2 best friends, 1 rotation spot: Thompson, Liberatore compete

March 13th, 2024

FORT MYERS, Fla. -- It’s 3 a.m. on June 23 in London, and rookie left-hander Matthew Liberatore is wide awake. But it isn’t a wild night out or even the excitement of traveling with the Cardinals for the London Series 2023 that’s kept him up.

More than 4,000 miles and several time zones to the West, fellow lefty Zack Thompson has just wrapped up a start for Triple-A Memphis on the road in Iowa. Thanks to hotel wifi and a trusty laptop, though, Liberatore cheered his friend on from an ocean away.

“I care about him as a human, and I want him to have success,” Liberatore said Tuesday. “And so, yeah, I pay attention to everything he does, and vice versa.”

It’s always been like that, the pair concedes. They’ve passed each other many times along the way, sometimes with one on his way to St. Louis and the other heading back to Memphis. At times, they’ve been on the same roster. And as each works to find his place in the Majors, they’ve also forged a bond of brotherhood that only players who’ve shared time in the Minor League trenches can understand.

Liberatore knows there aren’t many people he can go to and hash out the finer points of his curveball, but Thompson’s repertoire is so similar that the pair can often work through things together. For his part, Thompson regularly tunes into the MLB app on his phone to track Liberatore.

“We’re definitely tight. We talk a lot,” Thompson said. “Obviously being lefties, we’ve come up together, they’ve pitted us against each other and we’ve kind of bonded over that.

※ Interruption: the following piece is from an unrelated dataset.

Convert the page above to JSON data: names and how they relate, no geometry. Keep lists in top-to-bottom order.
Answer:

We’ve got the big curveball, we think very similarly [and] we’re very analytical, just the way we go about our day and some of the outside-of-the-box things we try.

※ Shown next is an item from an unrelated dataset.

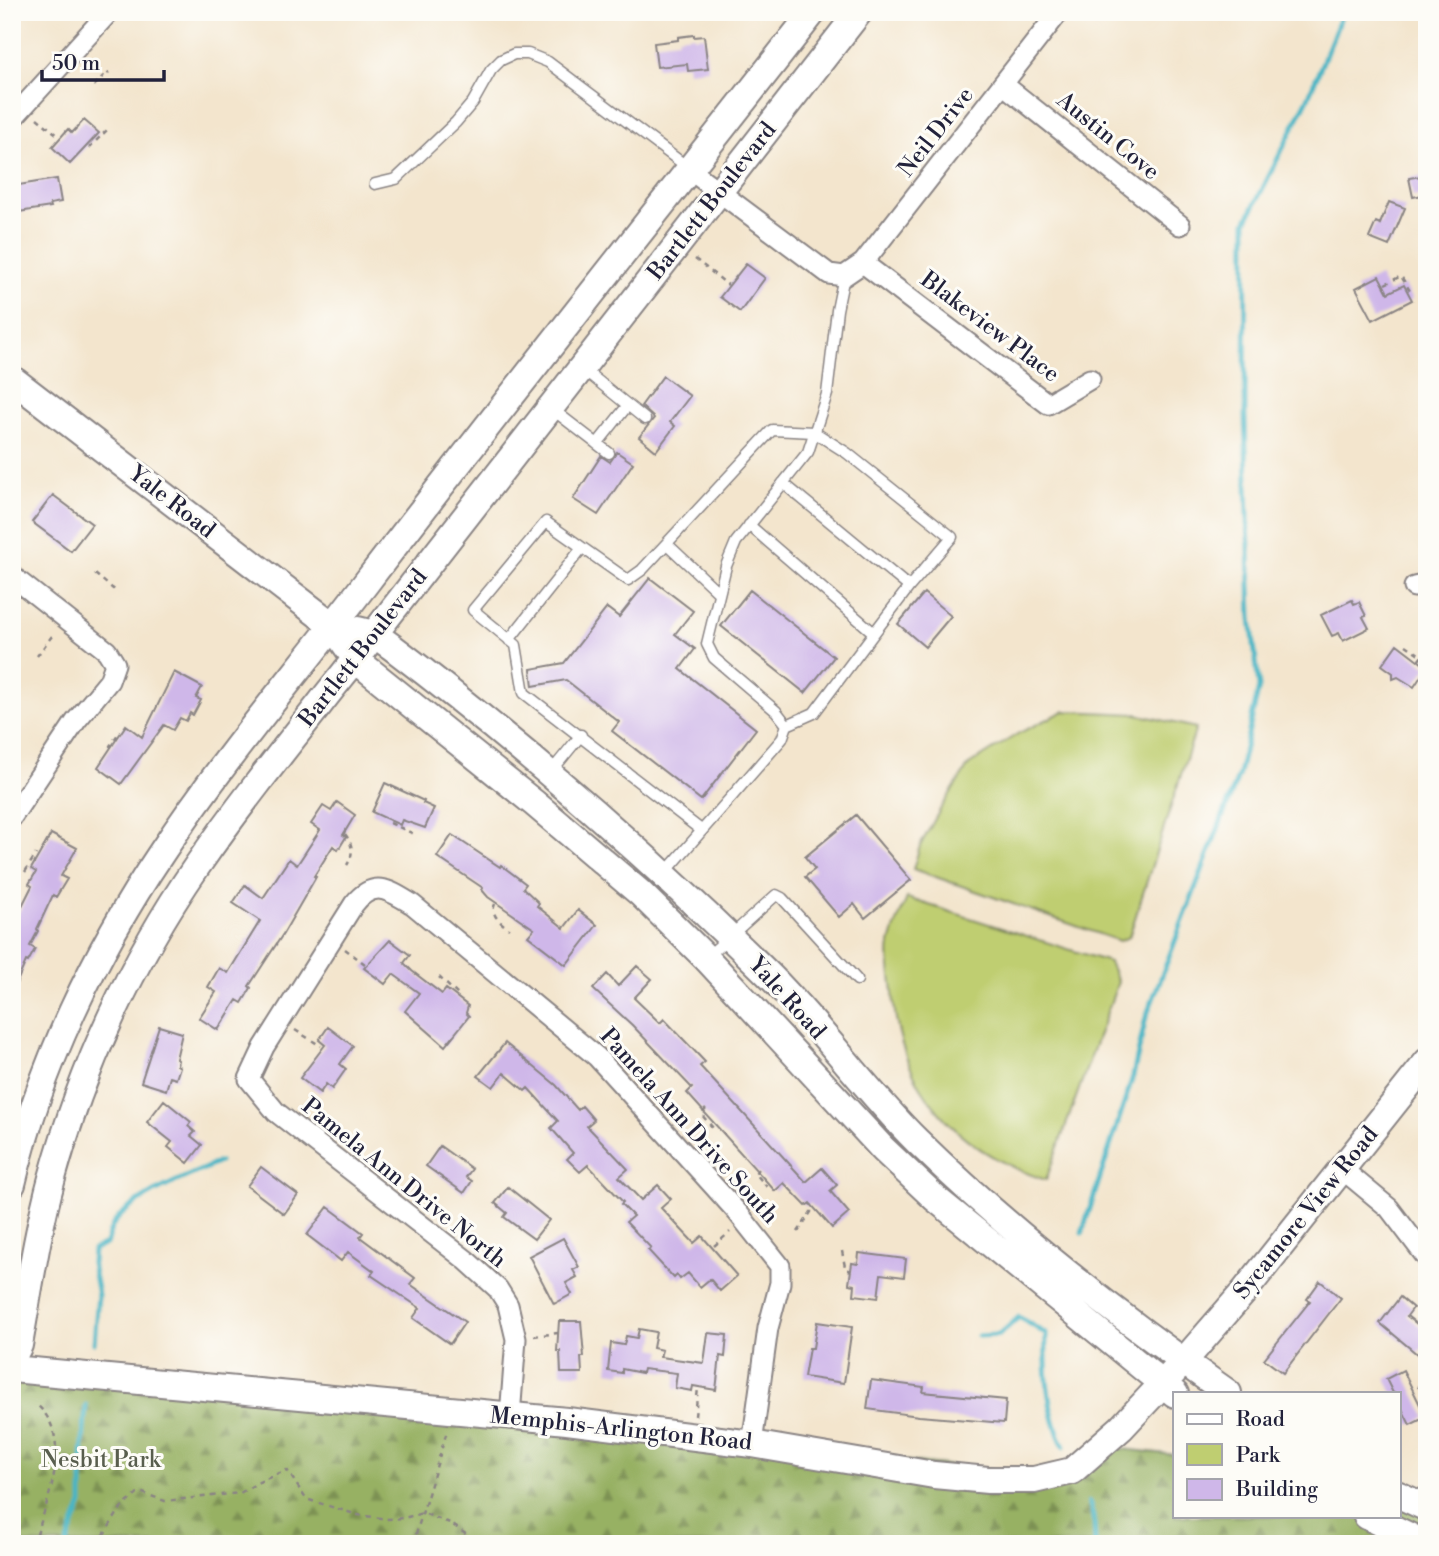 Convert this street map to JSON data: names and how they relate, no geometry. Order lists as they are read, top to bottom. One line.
{"streets":{"main road":["Bartlett Boulevard","Yale Road","Sycamore View Road","Memphis-Arlington Road"],"street":["Neil Drive","Austin Cove","Blakeview Place","Pamela Ann Drive South","Pamela Ann Drive North"]},"crossings":[["Neil Drive","Austin Cove"],["Neil Drive","Blakeview Place"],["Bartlett Boulevard","Yale Road"],["Yale Road","Sycamore View Road"],["Yale Road","Memphis-Arlington Road"],["Pamela Ann Drive South","Pamela Ann Drive North"],["Pamela Ann Drive South","Memphis-Arlington Road"],["Pamela Ann Drive North","Memphis-Arlington Road"],["Sycamore View Road","Memphis-Arlington Road"]],"parks":["Nesbit Park"],"legend":["Road","Park","Building"],"scale_bar":"50 m"}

“We just connect very well.”

This spring, though, the friends are competing for the last available spot in the rotation, which changes the dynamic a bunch.

Or does it?

“I think it’s kind of been a blessing in disguise,” said Liberatore, who’s got four Grapefruit League outings under his belt. “... To be quite honest, it’s made us closer than ever.

“I want the best for him, he wants the best for me, and we don’t feel like we’re competing at all.”

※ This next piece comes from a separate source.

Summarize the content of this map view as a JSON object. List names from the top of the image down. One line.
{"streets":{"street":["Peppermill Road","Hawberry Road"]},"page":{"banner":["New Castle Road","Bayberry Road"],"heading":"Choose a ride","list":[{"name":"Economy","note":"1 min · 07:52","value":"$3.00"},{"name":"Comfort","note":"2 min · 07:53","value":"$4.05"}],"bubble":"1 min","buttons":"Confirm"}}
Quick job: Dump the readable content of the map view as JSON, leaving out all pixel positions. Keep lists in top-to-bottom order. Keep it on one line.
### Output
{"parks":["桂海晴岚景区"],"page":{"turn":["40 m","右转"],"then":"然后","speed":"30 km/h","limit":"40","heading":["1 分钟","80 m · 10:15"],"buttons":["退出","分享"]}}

One day after Liberatore “felt like I competed my [butt] off” against the Red Sox, Thompson wowed in his fourth bid for the rotation as well, generating eight swings and misses and flashing a devastating curve on Wednesday during the Cardinals’ 1-1 tie against the Twins at Lee Health Sports Complex.

Thompson’s offspeed stuff was especially sharp early. He got leadoff hitter Carlos Santana swinging badly at a 72.3 mph curve for his first out of the game, used a fastball to induce a soft groundout on the next play and caught Carlos Correa looking at a slider to wrap a flawless first.

Another three strikeouts later, Thompson put a bow on his sharpest spring outing yet, a four-inning hitless affair during which the Twins hit just two balls out of the infield, both harmless flyouts.

“It's definitely fun when the pitches are working that well,” Thompson said. “It's fun to have a lot more options this year than just fastball-curveball, and if one of those is off, then I've still got three things to keep them off-balance with and keep them guessing.”

Through four spring outings, the remarkably similar southpaws have had remarkably similar results. Who ultimately wins the rotation bid is a decision manager Oliver Marmol said could take until St. Louis opens the regular season against the Dodgers in Los Angeles on March 28. The lefties are neck and neck for now, but if Sonny Gray, who has a right hamstring strain, is not ready for Opening Day, one will eventually earn the title of Cardinals’ starter; the other will assume a long-relief role out of the ’pen.

However it plays out though, Thompson said, the news will only affect life between the foul lines.

“Honestly, it'll probably be a sad moment for both of us,” he added. “We talk a lot about the only time that we've really seen each other in the last couple of years during the season is when we're passing each other. We haven't really been on the same team consistently.

“Honestly, I just hope we both find a role here, whatever it may be.”